Without love, and feeling a self-centered spirituality, I’m astounded that I stayed in the church. There is no reason I should have. Well, one, I was still trying to please my parents. Obedience is what caused the emergence of my False Self, and my False Self was obedient to the end.

Since the False Self exists to deal with emotional pain, it tends toward very addictive behavior to distract from that pain. I think all addictive behavior exists to hide pain. Alcohol, cigarettes, porn, food, TV, binging, purging, drugs, drugs, drugs, vitamins, looks, exercise, socializing, hermitizing, anger, and probably the rest of all the bad things man does to themselves, are all part of avoiding this deep emotional pain. This is one of the main things I noticed when my True Self began to take dominance: all my addictions disappeared instantly. I won’t say what they were, but the departure surprised me. PTSD’s are probably the response of a False Self. That's just a guess.

The other big thing I noticed was that I love being with people now. I used to only be comfortable in the desert, by myself. Being by myself was the best way I knew to not feel I had no value. Being around people always brought pain. But now, with a dominant True Self, I can honestly say I love being with people. I’m still learning who my True Self is, but the thing I want most now is a close, deep conversation, where important ideas and feelings are expressed, and listened to. I'll add, though, that there was one other place I liked being, where I felt I had value: in front of a class. I loved being a teacher then, and still do, even more.

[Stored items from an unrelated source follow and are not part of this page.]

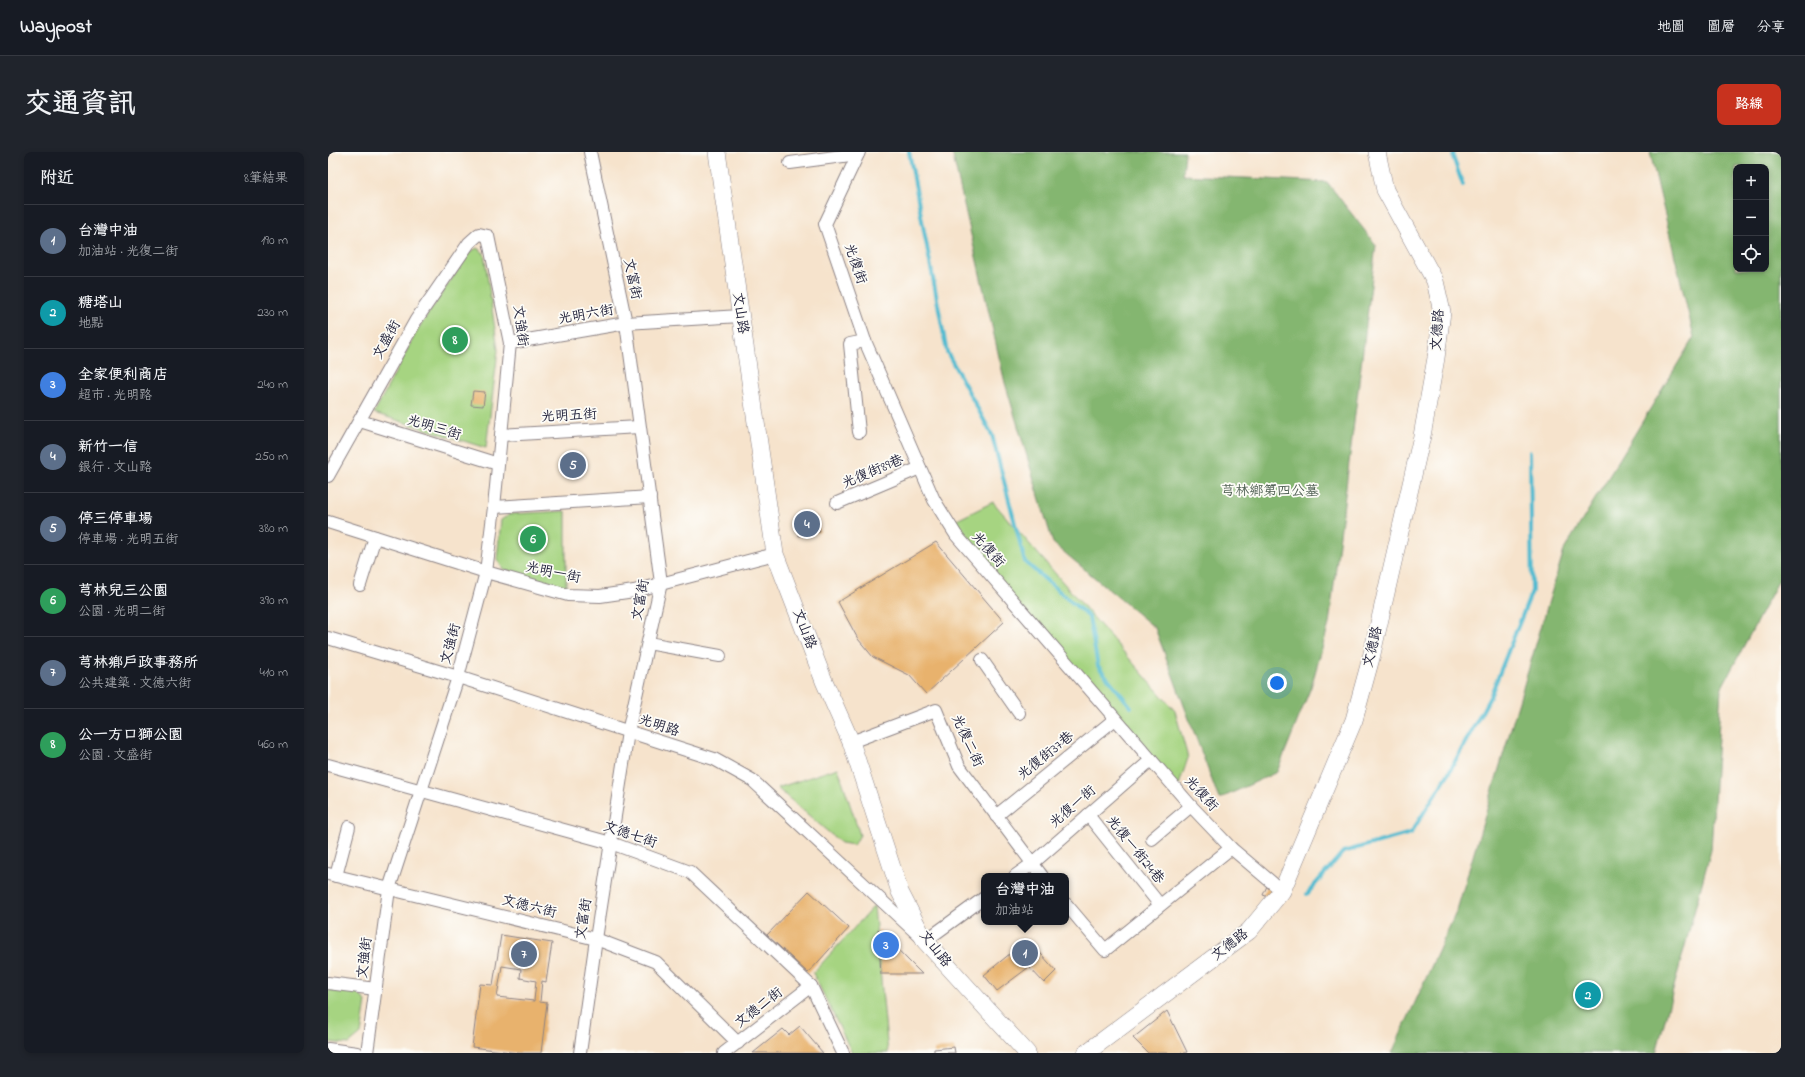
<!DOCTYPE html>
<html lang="zh-TW">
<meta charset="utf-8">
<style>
body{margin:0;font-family:"Indie Flower","LXGW WenKai TC",sans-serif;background:#20242c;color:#f1f3f6}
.controls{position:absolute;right:12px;top:12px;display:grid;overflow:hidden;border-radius:8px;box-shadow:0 2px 6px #0003}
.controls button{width:36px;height:36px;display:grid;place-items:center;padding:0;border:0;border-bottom:1px solid #363941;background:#171b24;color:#f1f3f6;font:20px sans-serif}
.you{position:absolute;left:949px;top:531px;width:14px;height:14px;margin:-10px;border:3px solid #fff;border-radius:50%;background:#1a73e8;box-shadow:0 0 0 6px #1a73e833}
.badge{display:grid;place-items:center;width:26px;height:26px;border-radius:50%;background:#c8321e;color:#fff;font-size:13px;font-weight:700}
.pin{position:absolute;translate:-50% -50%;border:2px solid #fff;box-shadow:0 1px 4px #0006}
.popup{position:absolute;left:653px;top:721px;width:88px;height:52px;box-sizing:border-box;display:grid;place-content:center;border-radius:8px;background:#171b24;filter:drop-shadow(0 1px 3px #0005);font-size:13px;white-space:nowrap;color:#9ea1a6}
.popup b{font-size:15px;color:#f1f3f6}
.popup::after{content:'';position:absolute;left:50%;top:100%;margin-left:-8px;border:8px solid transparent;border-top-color:#171b24}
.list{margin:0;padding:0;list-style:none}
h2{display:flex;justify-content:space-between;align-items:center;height:52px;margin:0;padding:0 16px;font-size:17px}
h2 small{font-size:13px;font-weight:400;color:#9ea1a6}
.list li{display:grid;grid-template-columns:26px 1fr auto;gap:12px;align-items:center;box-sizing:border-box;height:72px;padding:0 16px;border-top:1px solid #363941}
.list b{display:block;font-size:15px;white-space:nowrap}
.list p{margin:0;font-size:13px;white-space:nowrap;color:#9ea1a6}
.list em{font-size:13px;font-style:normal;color:#9ea1a6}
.icon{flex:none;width:22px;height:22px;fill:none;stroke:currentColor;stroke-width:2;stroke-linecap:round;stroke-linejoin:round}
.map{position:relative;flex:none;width:1453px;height:901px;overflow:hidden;border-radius:8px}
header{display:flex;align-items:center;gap:24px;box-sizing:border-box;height:56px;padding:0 20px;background:#171b24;border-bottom:1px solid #363941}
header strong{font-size:19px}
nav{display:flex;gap:22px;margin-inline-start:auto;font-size:14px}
.intro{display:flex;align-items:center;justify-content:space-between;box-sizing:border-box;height:96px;padding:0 24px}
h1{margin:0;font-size:28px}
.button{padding:10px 18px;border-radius:8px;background:#c8321e;color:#fff;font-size:14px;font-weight:700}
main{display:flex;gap:24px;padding:0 24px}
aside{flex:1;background:#171b24;border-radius:8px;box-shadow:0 2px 6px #0003}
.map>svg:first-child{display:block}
.green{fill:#a6d481;stroke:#647b5e}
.forest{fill:#84b66f;stroke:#536c55;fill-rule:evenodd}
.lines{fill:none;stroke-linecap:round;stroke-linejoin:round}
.stream{stroke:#53bbd0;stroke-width:4}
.building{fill:#e8b26d;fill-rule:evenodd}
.minor-casing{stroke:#8c8284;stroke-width:14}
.secondary-casing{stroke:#8c8284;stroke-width:18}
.minor{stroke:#fff;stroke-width:12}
.secondary{stroke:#fff;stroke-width:17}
.labels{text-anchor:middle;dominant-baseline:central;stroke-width:3.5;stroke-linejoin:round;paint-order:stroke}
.street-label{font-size:14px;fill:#22223b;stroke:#fdfcf7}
.park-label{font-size:14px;fill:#506054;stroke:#fdfcf7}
</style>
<header>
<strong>Waypost</strong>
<nav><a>地圖</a><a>圖層</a><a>分享</a></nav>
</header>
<div class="intro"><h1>交通資訊</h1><a class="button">路線</a></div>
<main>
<aside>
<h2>附近<small>8筆結果</small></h2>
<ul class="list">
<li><span class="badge" style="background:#5c6f8a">1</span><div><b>台灣中油</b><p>加油站 · 光復二街</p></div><em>190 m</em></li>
<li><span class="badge" style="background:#0f9aa8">2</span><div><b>糖塔山</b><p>地點</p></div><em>230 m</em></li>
<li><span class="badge" style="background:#3f7fe0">3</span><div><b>全家便利商店</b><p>超市 · 光明路</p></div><em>240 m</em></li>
<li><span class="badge" style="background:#5c6f8a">4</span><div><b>新竹一信</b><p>銀行 · 文山路</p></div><em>250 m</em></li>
<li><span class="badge" style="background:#5c6f8a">5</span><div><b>停三停車場</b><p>停車場 · 光明五街</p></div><em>380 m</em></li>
<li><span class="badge" style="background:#2e9e5b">6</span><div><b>芎林兒三公園</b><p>公園 · 光明二街</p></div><em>390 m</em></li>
<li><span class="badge" style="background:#5c6f8a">7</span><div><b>芎林鄉戶政事務所</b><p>公共建築 · 文德六街</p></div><em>410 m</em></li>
<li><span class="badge" style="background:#2e9e5b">8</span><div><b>公一方口獅公園</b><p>公園 · 文盛街</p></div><em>460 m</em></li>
</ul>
</aside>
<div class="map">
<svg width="1453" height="901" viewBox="0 0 1453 901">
<rect width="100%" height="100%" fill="#fdfcf7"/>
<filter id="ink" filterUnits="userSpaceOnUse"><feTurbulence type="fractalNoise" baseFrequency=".025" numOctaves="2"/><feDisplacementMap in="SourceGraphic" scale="8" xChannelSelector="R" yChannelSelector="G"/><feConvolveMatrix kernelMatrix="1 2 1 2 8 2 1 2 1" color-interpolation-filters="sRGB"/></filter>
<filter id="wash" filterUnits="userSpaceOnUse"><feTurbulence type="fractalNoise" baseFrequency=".012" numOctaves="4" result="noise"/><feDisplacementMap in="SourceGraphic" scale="16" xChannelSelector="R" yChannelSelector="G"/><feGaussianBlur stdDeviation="0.9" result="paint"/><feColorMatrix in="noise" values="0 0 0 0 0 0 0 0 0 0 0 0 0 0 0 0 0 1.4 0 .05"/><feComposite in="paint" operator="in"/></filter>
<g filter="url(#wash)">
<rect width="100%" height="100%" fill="#f6e3cc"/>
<g class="green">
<polygon points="149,96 156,101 170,198 158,296 46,261 90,177 142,100"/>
<polygon points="665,350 847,559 860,606 850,636 633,386 625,370"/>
<polygon points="238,359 238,436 175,417 169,407 173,368 182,362"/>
<polygon points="510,616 532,683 526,693 513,691 449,636"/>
<polygon points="546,754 560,901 524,901 485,821"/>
<polygon points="0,836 28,840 38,849 33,882 21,892 0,890"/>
</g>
<g class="forest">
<polygon points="624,0 857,0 855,23 999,30 1048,93 1001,472 983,535 949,620 891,647 827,476 725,391 677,231"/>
<path d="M1322,0H1453V424L1393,537L1383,698L1328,901H1064L1129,758L1236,398L1366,185ZM1408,15H1438V117H1408Z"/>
</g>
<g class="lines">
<g class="stream">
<polyline points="581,0 619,200 664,283 697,410 761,465 770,514 803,555"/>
<polyline points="1126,0 1125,5 1135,33"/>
<polyline points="979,742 1015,700 1083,681 1119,624 1162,545 1204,439 1202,300"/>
</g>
</g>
<g id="blocks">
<g class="building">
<polygon points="145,239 157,240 155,254 143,253"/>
<polygon points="489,364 492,380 471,384 467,368"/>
<polygon points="608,390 676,470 598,542 581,523 545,505 530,487 510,450"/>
<polygon points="939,734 944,736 941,745 935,743"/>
<polygon points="481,739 521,776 480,821 439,783"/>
<polygon points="550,777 580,808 594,822 553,822"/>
<path d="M173,783L224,791L218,830L214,829L212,850L219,851L213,901H191L144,895L152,832L165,833ZM174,814L193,817L192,826L208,829L206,849L169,845Z"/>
<polygon points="700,787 728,819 716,831 701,815 669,839 656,823"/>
<polygon points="839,859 859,900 857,901 820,901 805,886"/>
<polygon points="472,874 495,901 425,901 455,877 461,883"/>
<polygon points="626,895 627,901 606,901 606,897"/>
</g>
</g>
</g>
<g filter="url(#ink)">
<use href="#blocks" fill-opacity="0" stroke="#8c8284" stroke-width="1"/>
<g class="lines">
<g class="minor-casing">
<g id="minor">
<polyline points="531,0 497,72 537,189 606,348 628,383 863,654 903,696 954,739"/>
<polyline points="462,11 530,2"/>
<polyline points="182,191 298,171 412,164"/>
<polyline points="32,269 170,312"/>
<polyline points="531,280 522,192 537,189"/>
<polyline points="173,283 311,275"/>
<polyline points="0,324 88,168 141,91 151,82 160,84 182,191 166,355 158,420 130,525 61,737 39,901"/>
<polyline points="509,351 592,316"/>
<polyline points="166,355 322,345"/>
<polyline points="0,370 158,420 240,443 272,444 306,439 447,402"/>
<polyline points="32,433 47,385"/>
<polyline points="0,486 130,525 386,607 424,628 597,789 656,746"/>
<polyline points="320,491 392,504"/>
<polyline points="654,508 691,561"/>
<polyline points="523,590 608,558 631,614 714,724"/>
<polyline points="0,613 283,691 362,720 483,834 515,901"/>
<polyline points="760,663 832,753"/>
<polyline points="668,664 787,567"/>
<polyline points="824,687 863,654"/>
<polyline points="0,722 268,787 328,810 410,891"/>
<polyline points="8,724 21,675"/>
<polyline points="687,724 704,712 823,608"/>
<polyline points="738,752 777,798 903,696"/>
<polyline points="0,831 48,837"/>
<polyline points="0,897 29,901"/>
<polyline points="252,901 268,787 300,580 333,431 298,171 262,0"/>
<polyline points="396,901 483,834"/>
</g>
</g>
<g class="secondary-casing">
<g id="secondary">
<polyline points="389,0 447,402 496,529 523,590 572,740 597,789 699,901"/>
<polyline points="758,901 921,779 954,739 1026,568 1043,506 1094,284 1108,206 1114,160 1107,129 1057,38 1049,0"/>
</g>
</g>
<use href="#minor" class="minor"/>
<use href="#secondary" class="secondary"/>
</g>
</g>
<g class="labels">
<g class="street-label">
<text transform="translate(527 112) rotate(71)">光復街</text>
<text transform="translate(304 127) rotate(78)">文富街</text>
<text transform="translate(412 161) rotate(82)">文山路</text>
<text transform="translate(258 163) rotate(-10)">光明六街</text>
<text transform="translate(192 174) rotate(83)">文強街</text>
<text transform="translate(1110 178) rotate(-86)">文德路</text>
<text transform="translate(59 188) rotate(-61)">文盛街</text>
<text transform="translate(241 264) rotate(-3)">光明五街</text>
<text transform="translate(106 276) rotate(17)">光明三街</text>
<text transform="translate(545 320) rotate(-23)">光復街89巷</text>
<text transform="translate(660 398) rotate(49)">光復街</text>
<text transform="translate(225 421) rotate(12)">光明一街</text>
<text transform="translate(313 448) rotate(-80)">文富街</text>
<text transform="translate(476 477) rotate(69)">文山路</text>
<text transform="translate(123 492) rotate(-75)">文強街</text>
<text transform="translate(1045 495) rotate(-76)">文德路</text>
<text transform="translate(331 574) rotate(18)">光明路</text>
<text transform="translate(639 589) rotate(65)">光復二街</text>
<text transform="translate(718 604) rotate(-39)">光復街37巷</text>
<text transform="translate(873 642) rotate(48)">光復街</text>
<text transform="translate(745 655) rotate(-41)">光復一街</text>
<text transform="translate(302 683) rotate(19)">文德七街</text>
<text transform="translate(807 698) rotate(51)">光復一街24巷</text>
<text transform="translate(201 755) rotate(14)">文德六街</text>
<text transform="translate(256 767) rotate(-81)">文富街</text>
<text transform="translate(902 793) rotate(-38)">文德路</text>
<text transform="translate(607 797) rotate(52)">文山路</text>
<text transform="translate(37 806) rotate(-83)">文強街</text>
<text transform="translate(431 856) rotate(-38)">文德二街</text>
</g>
<g class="park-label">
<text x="942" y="339">芎林鄉第四公墓</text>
</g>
</g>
</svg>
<div class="controls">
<button>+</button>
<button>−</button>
<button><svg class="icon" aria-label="locate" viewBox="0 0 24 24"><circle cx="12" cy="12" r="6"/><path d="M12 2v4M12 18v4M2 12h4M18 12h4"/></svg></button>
</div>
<div class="you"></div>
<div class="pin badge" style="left:697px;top:801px;background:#5c6f8a">1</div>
<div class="popup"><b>台灣中油</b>加油站</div>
<div class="pin badge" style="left:1260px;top:843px;background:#0f9aa8">2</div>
<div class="pin badge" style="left:558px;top:793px;background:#3f7fe0">3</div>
<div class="pin badge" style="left:479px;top:372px;background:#5c6f8a">4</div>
<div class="pin badge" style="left:245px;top:313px;background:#5c6f8a">5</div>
<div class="pin badge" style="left:205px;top:387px;background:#2e9e5b">6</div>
<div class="pin badge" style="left:196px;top:802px;background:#5c6f8a">7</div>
<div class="pin badge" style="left:127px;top:188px;background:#2e9e5b">8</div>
</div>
</main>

When Jesus visited the Americas, there is a scene which happened that first day, when the children gathers around Jesus, and angels came down and administered to the children for quite some time. Here is what I think: they were dealing with False Selves. I’m rather firmly of the opinion now that if we properly understood our friends with False Selves, and knew how to talk about it, and help them understand how we will love their True Selves much more than the False Selves, we could have the same society for centuries that the Nephites experienced.

Does it sound as if I am saying that dealing with the False Self is a panacea to all harms and trouble. Yes, that is exactly what I’m saying.

If you have a False Self, dealing with that should be your most important priority in life. If, when you think of yourself, you don’t feel that warm glow of love in your chest, you have a False Self. Try it now. At least half of you have have one. Maybe as many as 70%. Most people in Utah die with theirs.